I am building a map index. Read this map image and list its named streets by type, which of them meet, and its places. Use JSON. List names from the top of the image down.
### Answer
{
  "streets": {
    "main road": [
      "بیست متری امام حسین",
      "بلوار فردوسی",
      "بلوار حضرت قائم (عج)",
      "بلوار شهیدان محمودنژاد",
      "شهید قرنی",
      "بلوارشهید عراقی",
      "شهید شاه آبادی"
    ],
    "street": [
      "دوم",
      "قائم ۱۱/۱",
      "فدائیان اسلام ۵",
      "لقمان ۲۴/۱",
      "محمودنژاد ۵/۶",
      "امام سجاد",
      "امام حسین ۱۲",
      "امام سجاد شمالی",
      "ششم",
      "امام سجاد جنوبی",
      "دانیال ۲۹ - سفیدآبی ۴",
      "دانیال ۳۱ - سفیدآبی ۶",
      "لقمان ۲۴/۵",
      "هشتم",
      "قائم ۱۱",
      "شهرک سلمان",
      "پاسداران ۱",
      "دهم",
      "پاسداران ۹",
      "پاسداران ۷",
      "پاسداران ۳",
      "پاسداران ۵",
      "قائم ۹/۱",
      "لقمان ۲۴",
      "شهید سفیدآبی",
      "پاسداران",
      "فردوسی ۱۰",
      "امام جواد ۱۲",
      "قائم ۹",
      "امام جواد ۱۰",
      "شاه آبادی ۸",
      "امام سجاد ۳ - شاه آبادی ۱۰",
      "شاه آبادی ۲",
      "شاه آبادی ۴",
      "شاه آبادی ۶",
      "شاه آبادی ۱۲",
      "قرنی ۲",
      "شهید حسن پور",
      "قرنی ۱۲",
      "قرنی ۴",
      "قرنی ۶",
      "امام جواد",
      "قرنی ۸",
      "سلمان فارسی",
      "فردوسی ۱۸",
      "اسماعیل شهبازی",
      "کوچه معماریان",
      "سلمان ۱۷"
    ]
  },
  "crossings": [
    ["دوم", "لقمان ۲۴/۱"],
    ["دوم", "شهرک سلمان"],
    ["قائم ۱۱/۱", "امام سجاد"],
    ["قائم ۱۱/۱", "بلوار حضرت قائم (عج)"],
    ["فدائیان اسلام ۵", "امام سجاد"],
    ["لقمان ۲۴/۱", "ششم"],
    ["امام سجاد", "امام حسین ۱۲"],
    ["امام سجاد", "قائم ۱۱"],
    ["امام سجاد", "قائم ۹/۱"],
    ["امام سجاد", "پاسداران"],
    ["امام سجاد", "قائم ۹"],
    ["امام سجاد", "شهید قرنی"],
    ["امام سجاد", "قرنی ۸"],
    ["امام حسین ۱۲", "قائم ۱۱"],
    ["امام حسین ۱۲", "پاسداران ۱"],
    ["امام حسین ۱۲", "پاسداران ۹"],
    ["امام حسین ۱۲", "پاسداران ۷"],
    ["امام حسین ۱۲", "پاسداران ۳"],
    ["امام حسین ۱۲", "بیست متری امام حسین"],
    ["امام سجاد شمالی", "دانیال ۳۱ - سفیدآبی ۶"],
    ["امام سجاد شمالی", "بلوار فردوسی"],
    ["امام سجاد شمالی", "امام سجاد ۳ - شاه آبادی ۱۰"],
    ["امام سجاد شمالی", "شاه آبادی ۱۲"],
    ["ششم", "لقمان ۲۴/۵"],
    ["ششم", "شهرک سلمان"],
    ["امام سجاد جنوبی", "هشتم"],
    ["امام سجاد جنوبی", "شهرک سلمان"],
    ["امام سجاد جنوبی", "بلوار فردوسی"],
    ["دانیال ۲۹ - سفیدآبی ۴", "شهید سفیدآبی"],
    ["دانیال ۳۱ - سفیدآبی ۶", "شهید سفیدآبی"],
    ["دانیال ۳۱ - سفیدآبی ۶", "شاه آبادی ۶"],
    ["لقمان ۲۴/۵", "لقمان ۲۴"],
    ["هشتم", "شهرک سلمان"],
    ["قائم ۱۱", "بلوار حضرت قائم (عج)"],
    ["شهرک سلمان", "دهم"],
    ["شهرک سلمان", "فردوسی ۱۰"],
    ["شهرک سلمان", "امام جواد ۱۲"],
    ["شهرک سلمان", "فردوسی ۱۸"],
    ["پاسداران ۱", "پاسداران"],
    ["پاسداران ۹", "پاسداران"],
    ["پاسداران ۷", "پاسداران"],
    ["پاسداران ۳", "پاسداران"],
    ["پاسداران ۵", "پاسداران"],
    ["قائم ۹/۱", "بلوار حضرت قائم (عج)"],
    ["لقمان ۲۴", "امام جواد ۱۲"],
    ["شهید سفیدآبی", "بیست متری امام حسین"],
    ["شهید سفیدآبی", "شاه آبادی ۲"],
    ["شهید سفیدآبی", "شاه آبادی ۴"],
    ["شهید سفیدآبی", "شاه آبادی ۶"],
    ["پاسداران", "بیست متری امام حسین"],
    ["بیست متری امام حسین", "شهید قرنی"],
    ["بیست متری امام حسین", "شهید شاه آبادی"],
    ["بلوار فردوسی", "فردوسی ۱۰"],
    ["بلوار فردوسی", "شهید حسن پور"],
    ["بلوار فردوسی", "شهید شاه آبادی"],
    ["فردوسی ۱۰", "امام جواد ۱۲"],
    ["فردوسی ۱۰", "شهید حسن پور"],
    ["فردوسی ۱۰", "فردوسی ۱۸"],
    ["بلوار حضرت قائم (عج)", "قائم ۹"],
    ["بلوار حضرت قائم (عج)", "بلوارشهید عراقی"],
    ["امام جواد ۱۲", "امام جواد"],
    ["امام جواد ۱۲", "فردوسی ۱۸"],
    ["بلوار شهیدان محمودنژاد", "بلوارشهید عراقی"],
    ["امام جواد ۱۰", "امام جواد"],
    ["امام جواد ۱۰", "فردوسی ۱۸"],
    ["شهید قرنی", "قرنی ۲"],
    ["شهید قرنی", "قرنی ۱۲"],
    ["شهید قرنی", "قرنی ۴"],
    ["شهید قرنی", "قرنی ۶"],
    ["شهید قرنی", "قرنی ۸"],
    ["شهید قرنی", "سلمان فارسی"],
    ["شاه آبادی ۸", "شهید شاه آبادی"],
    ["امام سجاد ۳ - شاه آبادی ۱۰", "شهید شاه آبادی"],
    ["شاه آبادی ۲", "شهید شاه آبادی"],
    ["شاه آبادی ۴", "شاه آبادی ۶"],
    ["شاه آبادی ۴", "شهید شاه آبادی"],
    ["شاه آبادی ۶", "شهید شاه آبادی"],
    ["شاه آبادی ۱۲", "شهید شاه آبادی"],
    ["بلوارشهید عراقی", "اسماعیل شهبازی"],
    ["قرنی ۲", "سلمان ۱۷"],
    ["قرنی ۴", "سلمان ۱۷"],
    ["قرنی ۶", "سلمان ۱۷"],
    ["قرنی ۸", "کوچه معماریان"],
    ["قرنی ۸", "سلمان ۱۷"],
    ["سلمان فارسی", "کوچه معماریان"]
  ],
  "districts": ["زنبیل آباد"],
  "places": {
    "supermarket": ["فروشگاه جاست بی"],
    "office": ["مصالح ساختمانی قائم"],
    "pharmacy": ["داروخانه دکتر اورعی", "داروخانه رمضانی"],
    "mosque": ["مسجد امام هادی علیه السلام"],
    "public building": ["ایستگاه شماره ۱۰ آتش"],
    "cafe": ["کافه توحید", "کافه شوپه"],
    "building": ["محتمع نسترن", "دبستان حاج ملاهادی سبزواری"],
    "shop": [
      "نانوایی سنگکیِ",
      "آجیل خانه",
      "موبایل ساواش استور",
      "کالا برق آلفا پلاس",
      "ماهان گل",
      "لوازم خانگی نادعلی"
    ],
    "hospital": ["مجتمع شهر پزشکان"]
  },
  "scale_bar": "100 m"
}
——
## REQUIRED ACTION
Report all lines in the listing above that contain the word "شهیدان".

## TASK ANSWER
      "بلوار شهیدان محمودنژاد",
    ["بلوار شهیدان محمودنژاد", "بلوارشهید عراقی"],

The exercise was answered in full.